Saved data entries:
--

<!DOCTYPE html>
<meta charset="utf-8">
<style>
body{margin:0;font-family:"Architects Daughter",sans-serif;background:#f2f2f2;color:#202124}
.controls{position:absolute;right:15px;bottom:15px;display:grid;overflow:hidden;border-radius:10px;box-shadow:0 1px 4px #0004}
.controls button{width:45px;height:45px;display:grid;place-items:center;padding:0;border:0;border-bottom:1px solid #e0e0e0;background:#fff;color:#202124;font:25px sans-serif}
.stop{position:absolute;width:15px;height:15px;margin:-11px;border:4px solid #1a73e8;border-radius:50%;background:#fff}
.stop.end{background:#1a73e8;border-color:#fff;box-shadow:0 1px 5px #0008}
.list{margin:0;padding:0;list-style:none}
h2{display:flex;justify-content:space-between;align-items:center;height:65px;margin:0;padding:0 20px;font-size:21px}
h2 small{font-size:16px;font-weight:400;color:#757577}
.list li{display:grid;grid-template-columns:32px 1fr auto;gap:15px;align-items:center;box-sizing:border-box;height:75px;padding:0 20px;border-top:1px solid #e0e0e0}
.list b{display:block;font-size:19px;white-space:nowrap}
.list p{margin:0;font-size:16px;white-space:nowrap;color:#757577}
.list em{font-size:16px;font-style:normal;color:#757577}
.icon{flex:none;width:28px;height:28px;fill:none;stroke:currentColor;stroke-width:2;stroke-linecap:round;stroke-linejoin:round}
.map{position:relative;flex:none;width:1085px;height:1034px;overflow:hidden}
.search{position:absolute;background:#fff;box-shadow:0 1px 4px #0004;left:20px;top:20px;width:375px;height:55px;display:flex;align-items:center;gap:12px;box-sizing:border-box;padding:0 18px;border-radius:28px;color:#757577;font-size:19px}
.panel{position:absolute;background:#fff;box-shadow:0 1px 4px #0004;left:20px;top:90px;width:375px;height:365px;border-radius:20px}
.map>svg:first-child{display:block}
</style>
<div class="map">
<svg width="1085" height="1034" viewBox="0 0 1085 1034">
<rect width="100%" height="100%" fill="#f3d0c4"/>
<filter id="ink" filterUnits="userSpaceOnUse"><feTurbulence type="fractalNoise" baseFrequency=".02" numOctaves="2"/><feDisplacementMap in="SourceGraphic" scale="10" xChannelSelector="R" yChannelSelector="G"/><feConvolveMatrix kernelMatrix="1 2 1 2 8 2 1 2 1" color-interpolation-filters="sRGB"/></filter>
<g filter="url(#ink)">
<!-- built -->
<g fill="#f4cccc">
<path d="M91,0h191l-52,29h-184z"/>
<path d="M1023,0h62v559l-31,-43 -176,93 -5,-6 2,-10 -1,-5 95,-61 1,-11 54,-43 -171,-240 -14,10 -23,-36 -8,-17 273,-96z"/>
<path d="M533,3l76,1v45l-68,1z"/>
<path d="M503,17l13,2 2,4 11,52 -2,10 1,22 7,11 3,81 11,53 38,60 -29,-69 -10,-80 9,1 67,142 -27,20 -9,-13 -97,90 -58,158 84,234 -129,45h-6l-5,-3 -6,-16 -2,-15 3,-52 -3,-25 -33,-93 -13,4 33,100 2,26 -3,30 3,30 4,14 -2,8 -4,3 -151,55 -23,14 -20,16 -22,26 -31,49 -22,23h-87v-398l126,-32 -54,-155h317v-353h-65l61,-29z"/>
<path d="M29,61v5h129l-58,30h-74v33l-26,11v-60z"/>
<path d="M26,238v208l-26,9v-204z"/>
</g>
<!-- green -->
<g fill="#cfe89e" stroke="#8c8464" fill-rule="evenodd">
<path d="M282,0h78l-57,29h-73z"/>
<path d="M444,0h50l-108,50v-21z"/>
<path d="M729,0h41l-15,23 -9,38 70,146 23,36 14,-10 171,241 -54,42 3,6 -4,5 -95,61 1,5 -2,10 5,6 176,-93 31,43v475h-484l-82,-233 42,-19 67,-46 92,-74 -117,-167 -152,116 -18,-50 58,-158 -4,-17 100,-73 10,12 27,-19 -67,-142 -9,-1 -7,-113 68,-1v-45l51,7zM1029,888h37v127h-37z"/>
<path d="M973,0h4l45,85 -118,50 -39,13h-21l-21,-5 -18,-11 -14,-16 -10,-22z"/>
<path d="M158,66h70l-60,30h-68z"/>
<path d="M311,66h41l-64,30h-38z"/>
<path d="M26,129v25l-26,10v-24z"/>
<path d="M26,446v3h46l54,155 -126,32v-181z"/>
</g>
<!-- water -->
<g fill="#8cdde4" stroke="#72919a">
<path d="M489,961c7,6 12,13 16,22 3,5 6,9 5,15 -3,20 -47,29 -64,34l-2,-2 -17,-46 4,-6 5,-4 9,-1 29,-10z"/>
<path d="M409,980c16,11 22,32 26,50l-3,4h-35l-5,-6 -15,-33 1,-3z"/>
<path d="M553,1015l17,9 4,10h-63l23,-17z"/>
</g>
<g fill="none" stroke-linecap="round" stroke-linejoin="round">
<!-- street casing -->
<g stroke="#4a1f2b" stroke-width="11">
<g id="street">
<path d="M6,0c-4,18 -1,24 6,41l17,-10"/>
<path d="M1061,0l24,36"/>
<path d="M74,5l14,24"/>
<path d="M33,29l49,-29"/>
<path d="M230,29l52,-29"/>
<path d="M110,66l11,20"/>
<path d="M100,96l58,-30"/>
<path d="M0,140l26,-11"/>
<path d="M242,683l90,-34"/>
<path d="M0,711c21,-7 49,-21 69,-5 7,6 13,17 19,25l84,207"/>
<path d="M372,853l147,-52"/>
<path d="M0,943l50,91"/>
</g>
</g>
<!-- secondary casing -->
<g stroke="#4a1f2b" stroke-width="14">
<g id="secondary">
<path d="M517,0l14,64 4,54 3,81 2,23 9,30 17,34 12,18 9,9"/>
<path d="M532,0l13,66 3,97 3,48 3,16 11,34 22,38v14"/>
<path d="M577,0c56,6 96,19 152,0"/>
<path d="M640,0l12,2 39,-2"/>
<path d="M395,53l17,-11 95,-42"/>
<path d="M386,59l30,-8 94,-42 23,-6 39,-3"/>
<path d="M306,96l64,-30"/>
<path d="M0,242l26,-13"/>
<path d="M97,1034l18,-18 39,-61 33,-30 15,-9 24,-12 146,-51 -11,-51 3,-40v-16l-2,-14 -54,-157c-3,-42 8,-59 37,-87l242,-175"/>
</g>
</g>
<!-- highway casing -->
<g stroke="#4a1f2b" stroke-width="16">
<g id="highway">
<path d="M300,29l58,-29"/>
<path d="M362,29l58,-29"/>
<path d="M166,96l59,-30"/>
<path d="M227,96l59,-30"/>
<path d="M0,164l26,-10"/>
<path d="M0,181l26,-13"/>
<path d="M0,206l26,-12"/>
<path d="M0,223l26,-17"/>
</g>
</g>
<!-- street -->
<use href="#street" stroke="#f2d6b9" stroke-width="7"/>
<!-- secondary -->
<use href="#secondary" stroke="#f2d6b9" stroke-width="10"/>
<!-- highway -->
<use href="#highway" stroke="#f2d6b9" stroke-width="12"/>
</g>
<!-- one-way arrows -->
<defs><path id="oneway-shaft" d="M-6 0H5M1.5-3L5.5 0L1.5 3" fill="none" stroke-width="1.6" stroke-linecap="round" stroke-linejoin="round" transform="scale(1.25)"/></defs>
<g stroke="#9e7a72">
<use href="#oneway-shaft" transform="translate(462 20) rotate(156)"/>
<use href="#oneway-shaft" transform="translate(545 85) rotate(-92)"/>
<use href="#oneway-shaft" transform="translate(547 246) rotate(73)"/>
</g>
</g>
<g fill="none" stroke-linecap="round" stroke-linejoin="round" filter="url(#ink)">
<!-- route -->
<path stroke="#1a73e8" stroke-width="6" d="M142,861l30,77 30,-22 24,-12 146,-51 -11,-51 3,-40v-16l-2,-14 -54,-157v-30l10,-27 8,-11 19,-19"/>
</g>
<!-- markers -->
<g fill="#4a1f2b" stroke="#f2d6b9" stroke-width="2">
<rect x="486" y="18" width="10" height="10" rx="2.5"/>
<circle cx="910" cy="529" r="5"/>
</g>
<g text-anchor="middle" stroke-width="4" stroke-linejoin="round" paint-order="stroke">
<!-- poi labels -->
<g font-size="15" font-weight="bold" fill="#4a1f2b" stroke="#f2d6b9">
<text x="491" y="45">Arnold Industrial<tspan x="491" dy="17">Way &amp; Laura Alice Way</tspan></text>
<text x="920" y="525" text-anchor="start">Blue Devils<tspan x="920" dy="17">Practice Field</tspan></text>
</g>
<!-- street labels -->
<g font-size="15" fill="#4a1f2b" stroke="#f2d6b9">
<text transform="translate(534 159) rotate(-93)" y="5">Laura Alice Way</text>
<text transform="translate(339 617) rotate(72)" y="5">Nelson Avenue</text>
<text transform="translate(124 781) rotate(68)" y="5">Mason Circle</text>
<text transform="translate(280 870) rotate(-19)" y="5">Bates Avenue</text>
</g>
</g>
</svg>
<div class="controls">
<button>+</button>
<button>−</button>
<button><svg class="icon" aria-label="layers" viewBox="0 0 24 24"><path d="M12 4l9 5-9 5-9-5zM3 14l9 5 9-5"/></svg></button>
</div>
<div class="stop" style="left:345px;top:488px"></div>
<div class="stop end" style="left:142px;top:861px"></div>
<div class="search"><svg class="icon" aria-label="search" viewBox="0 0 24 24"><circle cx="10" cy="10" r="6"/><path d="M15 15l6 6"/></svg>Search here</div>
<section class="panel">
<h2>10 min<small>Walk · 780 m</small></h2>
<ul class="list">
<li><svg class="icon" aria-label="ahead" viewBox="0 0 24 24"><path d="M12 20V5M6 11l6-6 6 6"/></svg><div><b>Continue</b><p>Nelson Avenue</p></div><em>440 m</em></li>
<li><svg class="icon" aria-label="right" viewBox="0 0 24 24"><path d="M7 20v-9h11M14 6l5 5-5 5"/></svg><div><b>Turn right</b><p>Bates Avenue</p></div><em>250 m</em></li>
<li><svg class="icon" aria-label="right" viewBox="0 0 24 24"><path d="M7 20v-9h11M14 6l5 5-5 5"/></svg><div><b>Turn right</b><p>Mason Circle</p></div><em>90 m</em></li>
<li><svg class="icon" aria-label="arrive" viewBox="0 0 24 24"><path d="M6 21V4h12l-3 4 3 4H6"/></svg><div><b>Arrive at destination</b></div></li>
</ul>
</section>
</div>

--

WHAT THE EXERCISE ASKS:
Which lines of the data contain the string "list"? Copy each of them.

FINISHED TASK:
.list{margin:0;padding:0;list-style:none}
.list li{display:grid;grid-template-columns:32px 1fr auto;gap:15px;align-items:center;box-sizing:border-box;height:75px;padding:0 20px;border-top:1px solid #e0e0e0}
.list b{display:block;font-size:19px;white-space:nowrap}
.list p{margin:0;font-size:16px;white-space:nowrap;color:#757577}
.list em{font-size:16px;font-style:normal;color:#757577}
<ul class="list">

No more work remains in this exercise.